## DATA IN THIS EXERCISE
- Opening Delimiter -
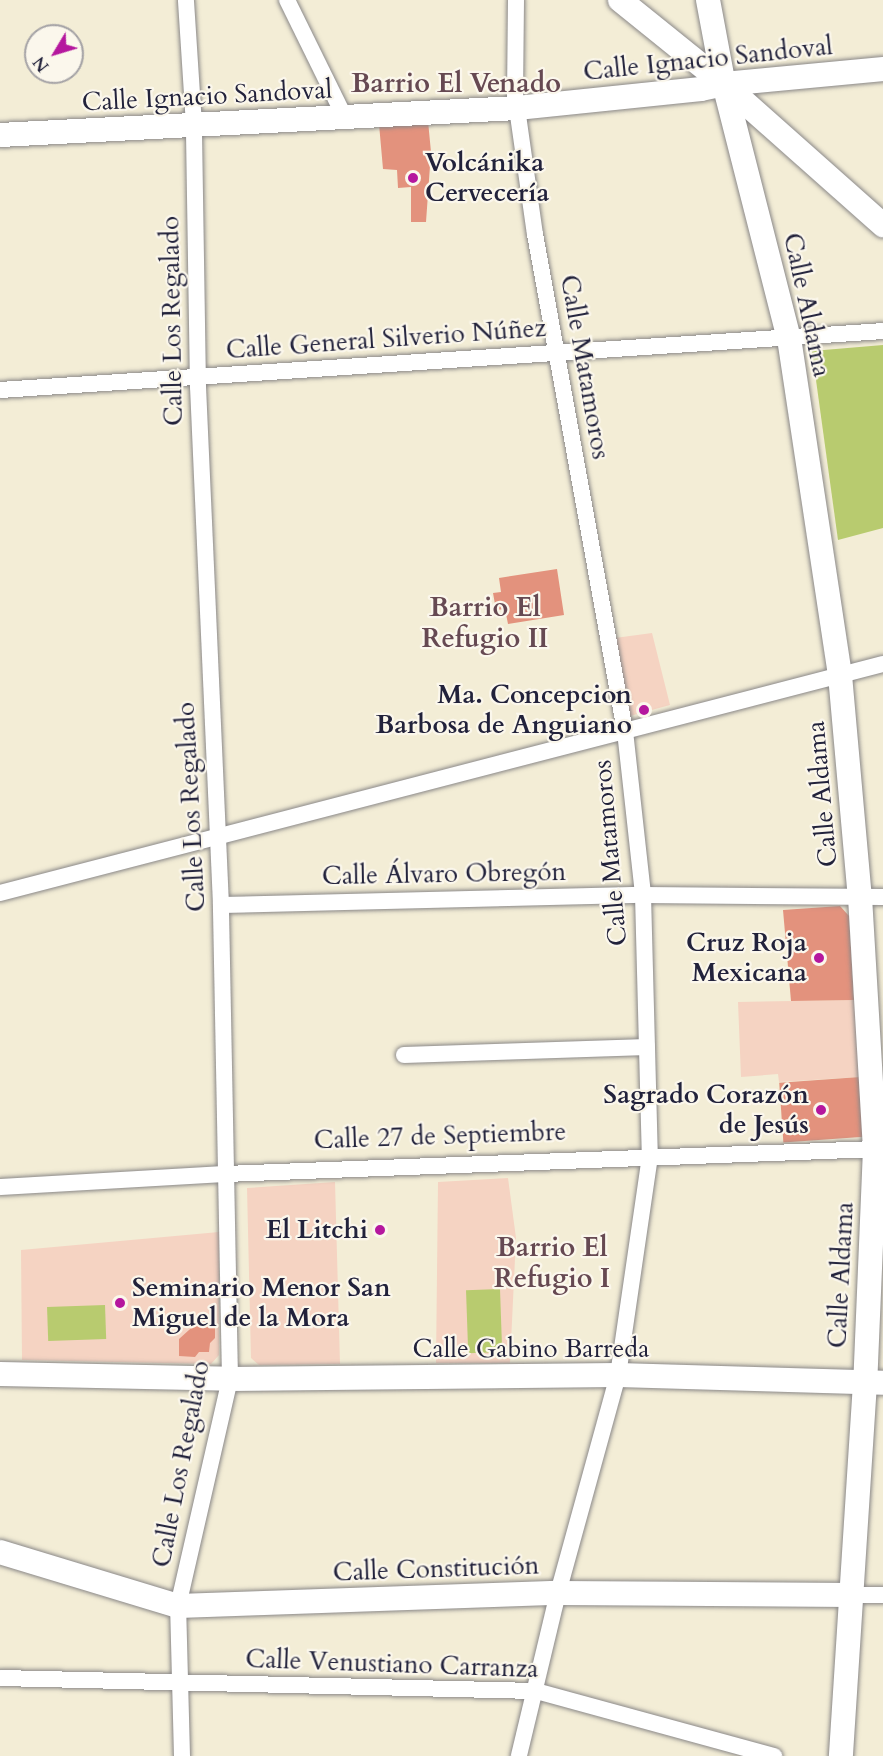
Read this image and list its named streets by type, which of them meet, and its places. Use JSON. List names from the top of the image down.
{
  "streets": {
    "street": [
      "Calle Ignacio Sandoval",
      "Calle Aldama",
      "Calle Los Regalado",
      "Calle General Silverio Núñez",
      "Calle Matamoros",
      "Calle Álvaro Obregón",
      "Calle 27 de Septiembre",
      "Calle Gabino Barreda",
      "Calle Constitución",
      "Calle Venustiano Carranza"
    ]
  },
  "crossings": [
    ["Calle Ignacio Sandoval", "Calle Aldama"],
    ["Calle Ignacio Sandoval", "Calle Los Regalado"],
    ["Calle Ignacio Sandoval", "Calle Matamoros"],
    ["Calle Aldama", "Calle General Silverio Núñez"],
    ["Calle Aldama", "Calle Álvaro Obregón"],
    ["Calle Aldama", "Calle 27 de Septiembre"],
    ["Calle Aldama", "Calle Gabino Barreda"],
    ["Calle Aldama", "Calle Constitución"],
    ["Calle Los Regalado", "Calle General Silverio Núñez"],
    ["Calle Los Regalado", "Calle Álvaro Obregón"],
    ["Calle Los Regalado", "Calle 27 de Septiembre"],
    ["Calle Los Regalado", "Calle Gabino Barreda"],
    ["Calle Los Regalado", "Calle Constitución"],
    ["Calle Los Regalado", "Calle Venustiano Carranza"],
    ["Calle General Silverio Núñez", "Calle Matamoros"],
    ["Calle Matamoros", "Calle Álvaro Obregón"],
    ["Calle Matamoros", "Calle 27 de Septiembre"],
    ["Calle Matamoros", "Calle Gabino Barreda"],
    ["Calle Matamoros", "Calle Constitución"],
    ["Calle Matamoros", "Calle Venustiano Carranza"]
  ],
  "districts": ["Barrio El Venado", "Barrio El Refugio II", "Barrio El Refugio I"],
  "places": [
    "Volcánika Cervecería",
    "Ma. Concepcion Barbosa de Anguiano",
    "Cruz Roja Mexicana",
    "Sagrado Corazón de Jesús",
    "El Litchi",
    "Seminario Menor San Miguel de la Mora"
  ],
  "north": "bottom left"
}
- Closing Delimiter -
- Opening Delimiter -
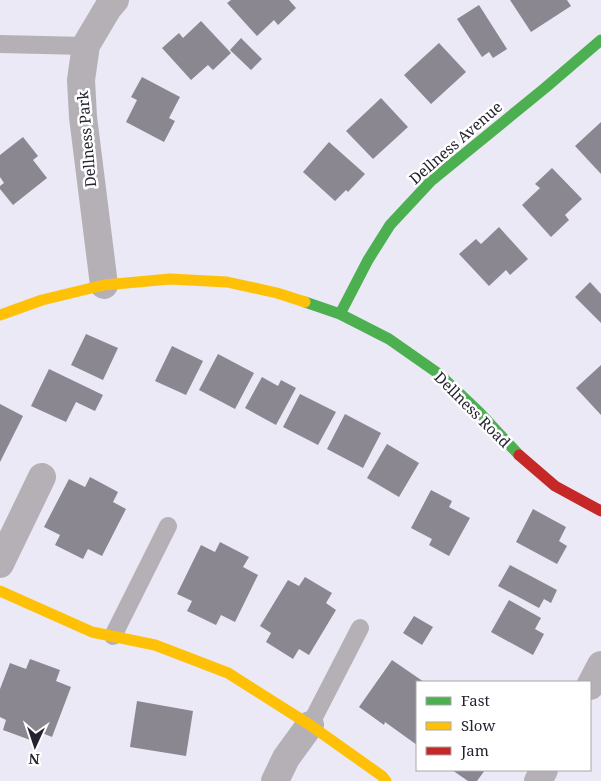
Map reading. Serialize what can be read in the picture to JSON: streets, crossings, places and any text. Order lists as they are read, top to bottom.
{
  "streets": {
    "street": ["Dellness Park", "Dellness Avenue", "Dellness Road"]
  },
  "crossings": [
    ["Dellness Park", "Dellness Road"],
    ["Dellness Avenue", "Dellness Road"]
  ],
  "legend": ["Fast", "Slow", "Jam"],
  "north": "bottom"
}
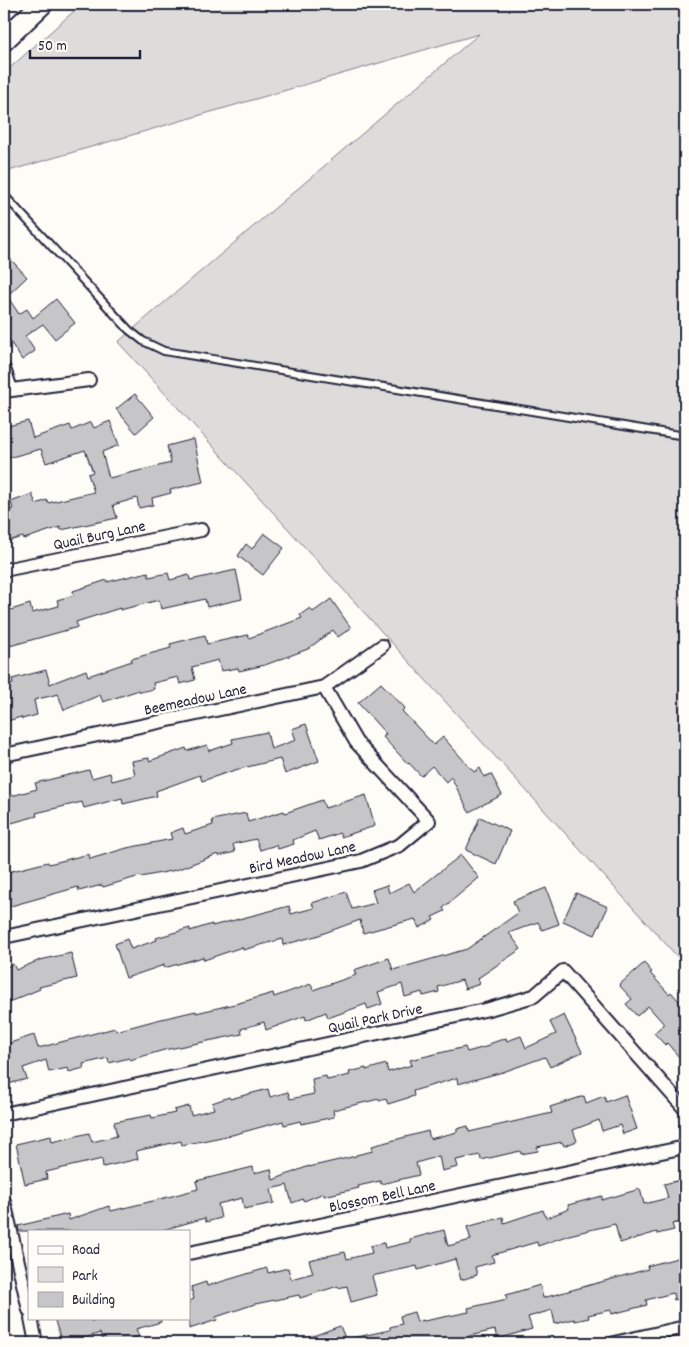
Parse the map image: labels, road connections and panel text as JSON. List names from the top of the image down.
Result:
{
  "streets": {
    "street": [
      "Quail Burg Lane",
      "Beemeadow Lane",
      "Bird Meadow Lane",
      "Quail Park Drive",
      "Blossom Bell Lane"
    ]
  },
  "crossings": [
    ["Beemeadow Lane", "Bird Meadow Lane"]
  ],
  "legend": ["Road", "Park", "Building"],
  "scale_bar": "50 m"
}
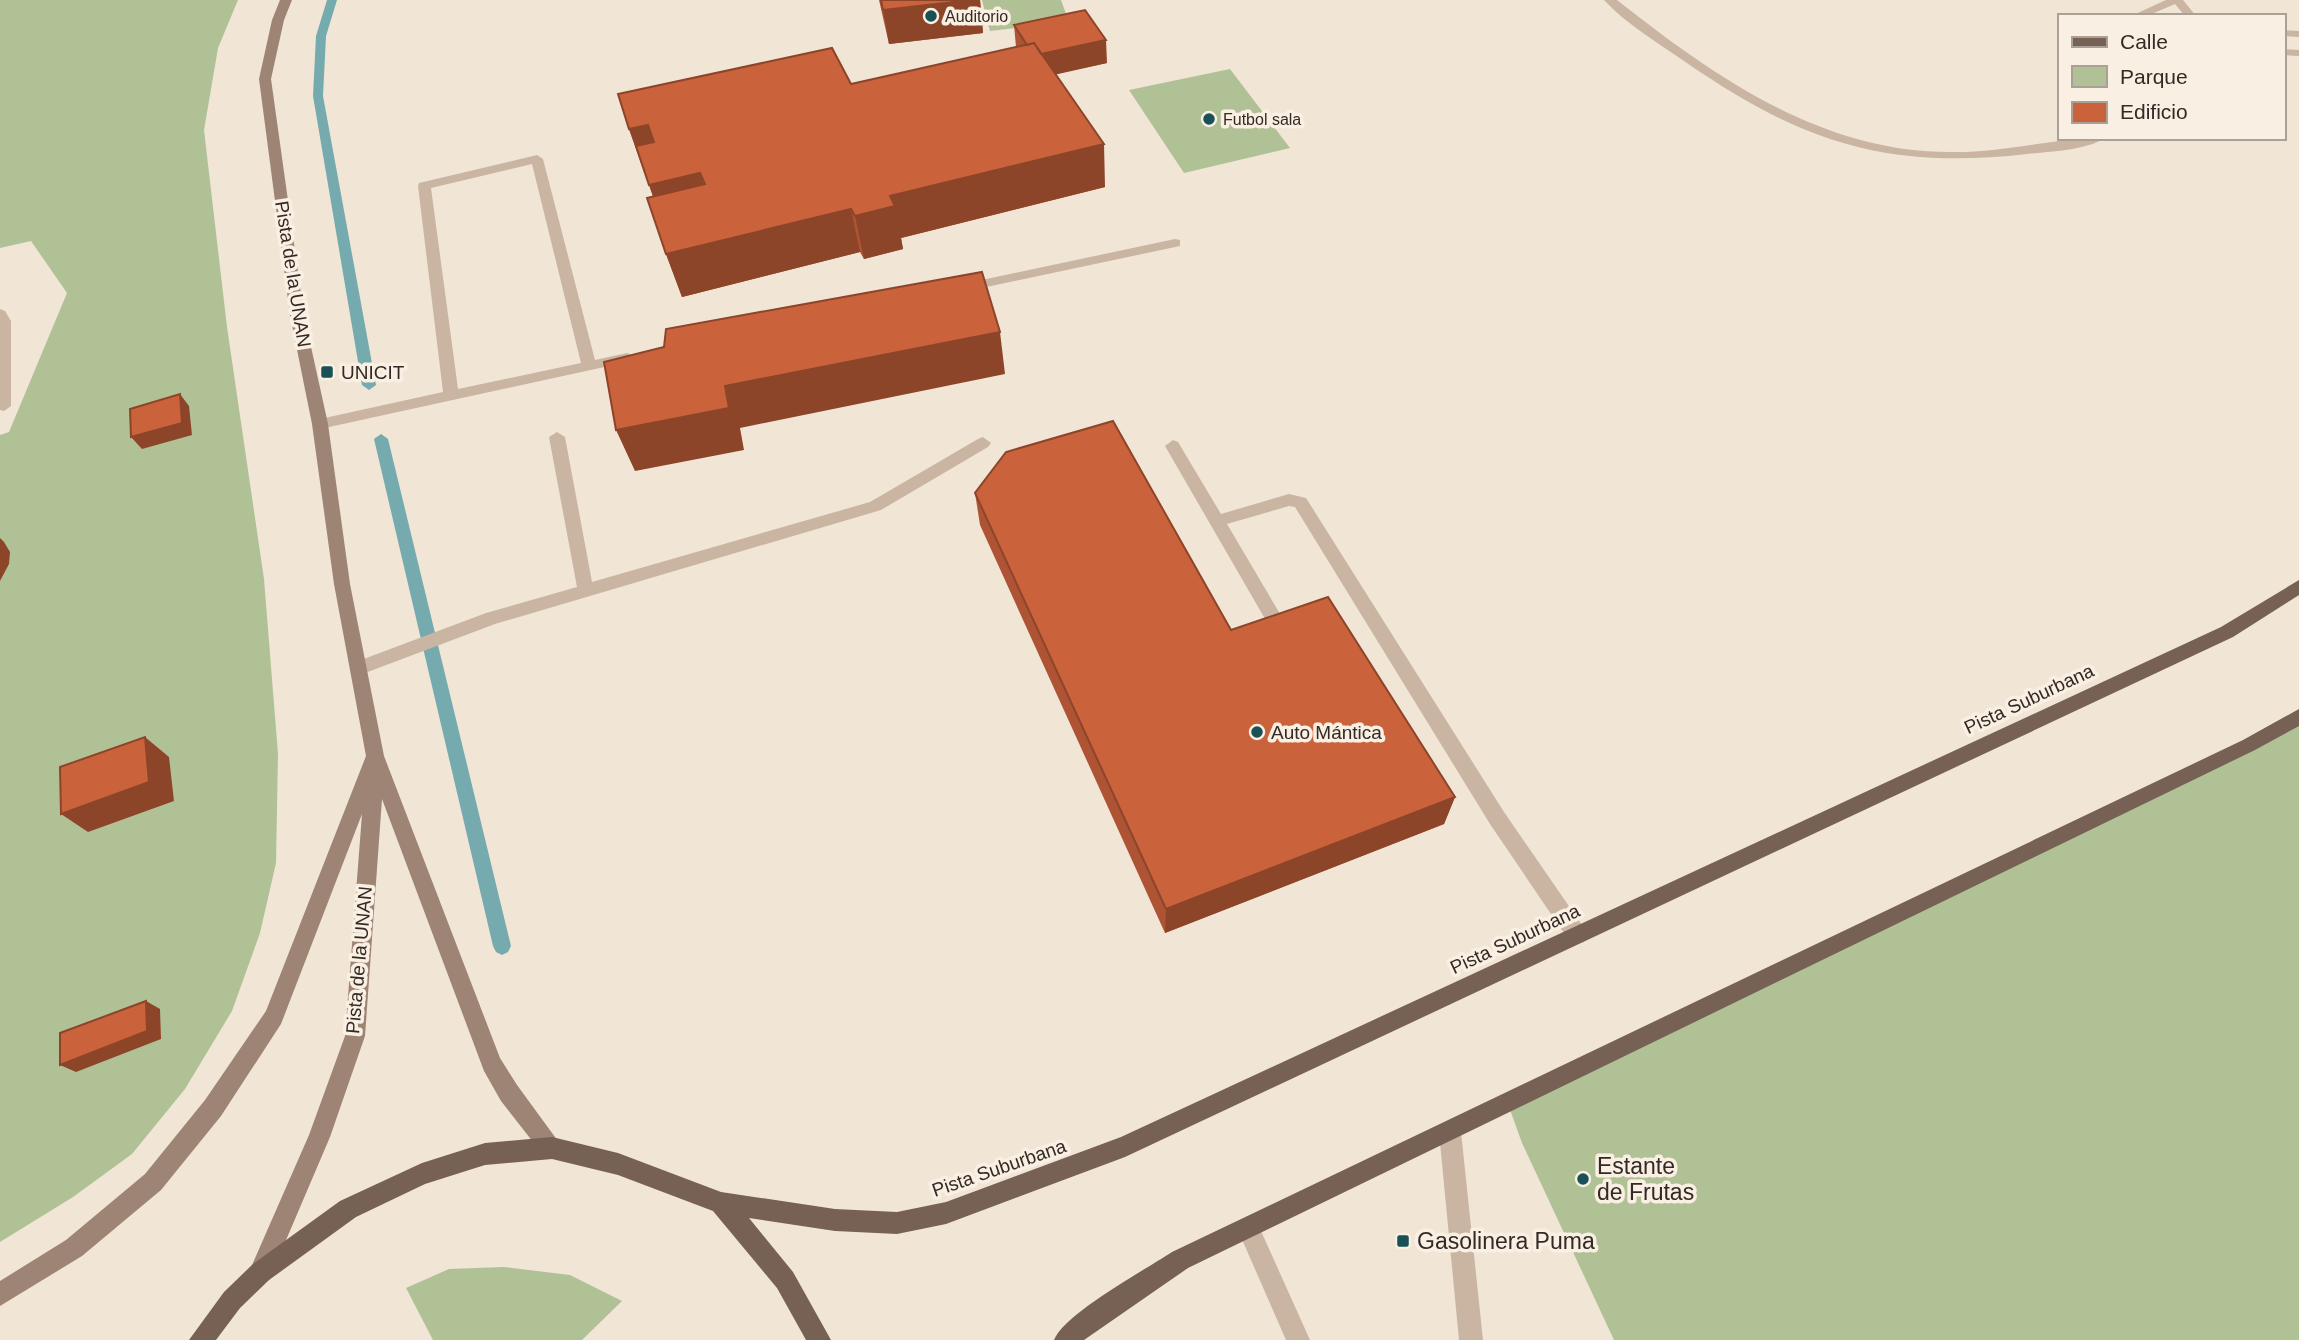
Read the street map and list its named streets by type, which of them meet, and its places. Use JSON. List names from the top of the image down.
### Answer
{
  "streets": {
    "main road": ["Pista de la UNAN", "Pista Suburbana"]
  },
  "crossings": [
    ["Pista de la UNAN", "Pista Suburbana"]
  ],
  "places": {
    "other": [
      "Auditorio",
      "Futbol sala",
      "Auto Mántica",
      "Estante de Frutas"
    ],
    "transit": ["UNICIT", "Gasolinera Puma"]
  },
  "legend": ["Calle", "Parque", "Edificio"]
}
- Closing Delimiter -
- Opening Delimiter -
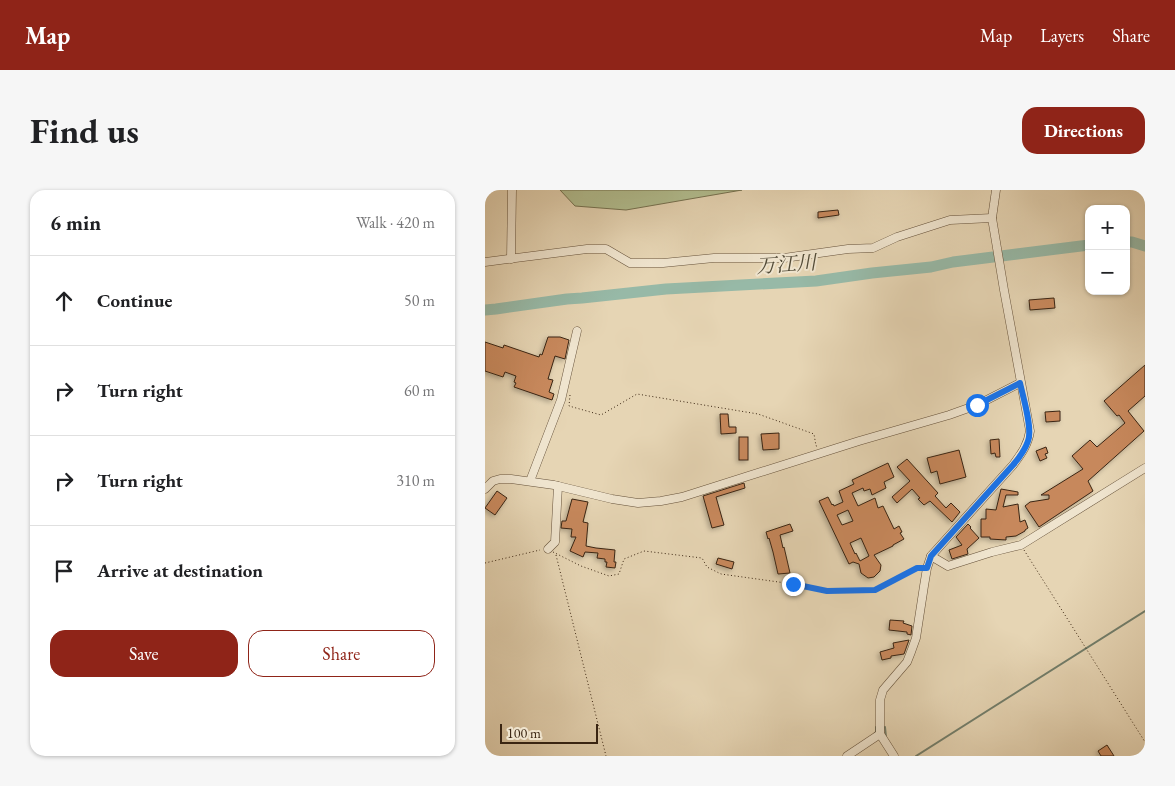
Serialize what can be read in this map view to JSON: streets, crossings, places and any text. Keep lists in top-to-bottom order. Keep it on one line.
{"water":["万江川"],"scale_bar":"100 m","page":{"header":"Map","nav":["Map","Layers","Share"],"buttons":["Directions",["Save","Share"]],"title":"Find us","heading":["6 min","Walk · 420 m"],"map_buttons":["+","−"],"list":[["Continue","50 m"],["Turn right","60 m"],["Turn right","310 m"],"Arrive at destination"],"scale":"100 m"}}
- Closing Delimiter -
## WHAT YOU HAVE TO DO
In the entries above, find the line with "Parse the map" and the line with "Read the street". Return exactly those lines and all the ones between them, pictures excluded.

## SOLUTION
Parse the map image: labels, road connections and panel text as JSON. List names from the top of the image down.
Result:
{
  "streets": {
    "street": [
      "Quail Burg Lane",
      "Beemeadow Lane",
      "Bird Meadow Lane",
      "Quail Park Drive",
      "Blossom Bell Lane"
    ]
  },
  "crossings": [
    ["Beemeadow Lane", "Bird Meadow Lane"]
  ],
  "legend": ["Road", "Park", "Building"],
  "scale_bar": "50 m"
}
Read the street map and list its named streets by type, which of them meet, and its places. Use JSON. List names from the top of the image down.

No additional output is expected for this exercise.